──────── Record extracts

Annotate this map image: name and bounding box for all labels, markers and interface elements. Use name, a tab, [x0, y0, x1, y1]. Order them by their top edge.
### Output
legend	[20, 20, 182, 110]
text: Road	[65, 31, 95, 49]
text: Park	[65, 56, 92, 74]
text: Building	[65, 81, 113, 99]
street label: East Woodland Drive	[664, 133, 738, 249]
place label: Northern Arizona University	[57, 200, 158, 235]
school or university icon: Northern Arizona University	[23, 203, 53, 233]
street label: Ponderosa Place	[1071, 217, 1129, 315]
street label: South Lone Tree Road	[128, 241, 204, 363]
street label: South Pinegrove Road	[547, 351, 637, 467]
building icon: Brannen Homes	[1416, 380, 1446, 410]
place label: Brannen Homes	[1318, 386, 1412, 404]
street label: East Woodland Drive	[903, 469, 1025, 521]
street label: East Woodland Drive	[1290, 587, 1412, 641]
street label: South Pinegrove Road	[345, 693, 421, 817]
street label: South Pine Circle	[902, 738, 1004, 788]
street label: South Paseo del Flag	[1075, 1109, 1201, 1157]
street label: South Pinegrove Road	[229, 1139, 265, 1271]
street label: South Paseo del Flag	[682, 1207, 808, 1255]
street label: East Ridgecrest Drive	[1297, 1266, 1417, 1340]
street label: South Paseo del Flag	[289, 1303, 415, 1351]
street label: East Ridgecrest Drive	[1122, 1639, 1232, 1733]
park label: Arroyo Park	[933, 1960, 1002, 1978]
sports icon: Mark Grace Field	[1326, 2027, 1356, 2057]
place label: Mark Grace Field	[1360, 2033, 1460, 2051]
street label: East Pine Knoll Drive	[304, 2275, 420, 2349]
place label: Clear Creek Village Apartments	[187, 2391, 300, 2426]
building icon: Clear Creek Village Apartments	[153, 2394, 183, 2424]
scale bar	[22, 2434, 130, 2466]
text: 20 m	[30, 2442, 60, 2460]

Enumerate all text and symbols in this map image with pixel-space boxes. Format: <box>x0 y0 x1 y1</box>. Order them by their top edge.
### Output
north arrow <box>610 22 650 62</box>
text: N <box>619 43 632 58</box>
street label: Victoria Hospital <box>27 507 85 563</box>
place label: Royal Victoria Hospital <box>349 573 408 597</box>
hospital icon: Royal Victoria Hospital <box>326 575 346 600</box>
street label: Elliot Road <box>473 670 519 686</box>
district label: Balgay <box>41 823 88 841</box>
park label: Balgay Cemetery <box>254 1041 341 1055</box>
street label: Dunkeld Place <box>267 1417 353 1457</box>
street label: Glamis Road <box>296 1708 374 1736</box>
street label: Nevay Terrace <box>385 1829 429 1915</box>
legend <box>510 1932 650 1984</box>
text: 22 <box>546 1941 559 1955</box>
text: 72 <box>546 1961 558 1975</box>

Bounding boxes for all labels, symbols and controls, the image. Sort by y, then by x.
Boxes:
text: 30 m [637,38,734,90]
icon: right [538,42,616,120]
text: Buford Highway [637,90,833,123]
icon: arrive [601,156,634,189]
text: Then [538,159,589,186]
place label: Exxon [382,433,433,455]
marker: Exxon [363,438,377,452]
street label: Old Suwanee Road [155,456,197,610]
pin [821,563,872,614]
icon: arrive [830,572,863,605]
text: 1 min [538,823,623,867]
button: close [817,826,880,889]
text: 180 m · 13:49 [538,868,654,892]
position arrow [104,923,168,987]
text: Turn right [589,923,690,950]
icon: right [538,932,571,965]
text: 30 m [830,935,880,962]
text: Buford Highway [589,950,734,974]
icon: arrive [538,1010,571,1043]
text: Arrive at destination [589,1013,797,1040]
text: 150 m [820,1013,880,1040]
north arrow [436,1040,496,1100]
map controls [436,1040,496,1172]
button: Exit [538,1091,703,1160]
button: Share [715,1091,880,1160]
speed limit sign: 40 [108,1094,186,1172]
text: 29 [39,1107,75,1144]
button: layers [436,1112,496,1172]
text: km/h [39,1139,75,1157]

────────────────

Aim of the exercise: For the string "Drive", report how many lines of the records contain it, giving the number only.

Written solution: 6